Soñé que, estando de vacaciones en Cochabamba, oímos – mi esposa y yo – un comunicado oficial leído por nuestro querido Alex Contreras. “A partir de las cero horas de hoy, el supremo gobierno declara Estado de Sitio en todo el territorio de la República. Ante la insumisión de los señores prefectos de los departamentos, quedan éstos relevados de sus cargos, debiendo los comandantes departamentales de las Fuerzas Armadas dictar el auto de buen gobierno en cada uno de los departamentos. Se advierte que el gobierno no tolerará más la desobediencia de los grupos oligarcas, neoliberales y contrarios al proceso de cambio. Es la voluntad del pueblo soberano que estos grupos de conspiradores sean perseguidos, capturados y reeducados”.

Ante el susto que provoca escuchar algo así, le pedí a mi esposa que tengamos mucho cuidado, que almacenemos algunos víveres esenciales y que nos preparásemos para dejar el país para proteger a nuestros hijos. En ese momento, sin embargo, yo no me imaginaba ser blanco de la “reeducación”.

No obstante, y poco a poco, fui cayendo en cuenta que me vigilaban. Primero fue el repentino aumento del número de agentes de tránsito en la esquina del edificio de mi suegro, donde estábamos alojados. Luego, fue más cínico, me sentía constantemente perseguido por personas sospechosamente circunspectas, casi como si desearan ser descubiertas. Como no era la primera vez que me vigilaban (ya tuve el teléfono intervenido en el pasado, y esto no es parte del sueño, fue real), me dí cuenta muy rápidamente que estaba en la lista negra.

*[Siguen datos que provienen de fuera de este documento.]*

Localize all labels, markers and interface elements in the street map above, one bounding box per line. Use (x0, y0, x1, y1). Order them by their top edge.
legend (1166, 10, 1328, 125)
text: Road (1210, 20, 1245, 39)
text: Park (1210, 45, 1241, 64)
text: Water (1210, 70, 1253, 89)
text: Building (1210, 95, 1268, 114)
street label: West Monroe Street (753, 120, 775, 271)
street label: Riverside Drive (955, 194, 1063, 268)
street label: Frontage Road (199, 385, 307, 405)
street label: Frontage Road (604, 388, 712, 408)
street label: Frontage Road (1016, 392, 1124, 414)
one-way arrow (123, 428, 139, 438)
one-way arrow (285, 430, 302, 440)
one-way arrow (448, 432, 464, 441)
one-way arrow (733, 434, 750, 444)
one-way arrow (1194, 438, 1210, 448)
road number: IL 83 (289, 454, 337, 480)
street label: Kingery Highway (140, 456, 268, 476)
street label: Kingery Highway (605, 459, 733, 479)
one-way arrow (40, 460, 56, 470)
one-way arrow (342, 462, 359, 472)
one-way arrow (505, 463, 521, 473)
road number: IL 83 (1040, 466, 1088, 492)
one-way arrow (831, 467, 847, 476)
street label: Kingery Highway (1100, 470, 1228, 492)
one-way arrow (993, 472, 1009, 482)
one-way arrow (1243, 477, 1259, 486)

Inmediatamente, acudí a mi padre, que también resulta que estaba en la lista, y a mi amigo – a veces los sueños son así, se inventan amigos que uno no tiene – Carlos Mesa, ex Presidente de la República, para reunirnos en una casa en Cochabamba que era propiedad de Carlos. Tuvimos que entrar a escondidas, disfrazados de empleados de una empresa de limpieza, con nuestros hijos (sí ellos también disfrazados). Ahí, urdimos el plan para huir, en dos vehículos, a la Argentina. Solo había un problema: mi carro estaba en el taller y habría que salir a traerlo, pues no íbamos a conseguir el segundo auto de ningún otro lado, e ir todos en uno solo hubiera sido demasiado sospechoso. Entonces, mi mujer, haciendo prueba como siempre de su enorme valentía, se ofreció de voluntaria a traer el carro, debiendo nosotros esperar su regreso para meter rápidamente las valijas, los víveres y los pasajeros sin que se dieran cuenta nuestros vigías.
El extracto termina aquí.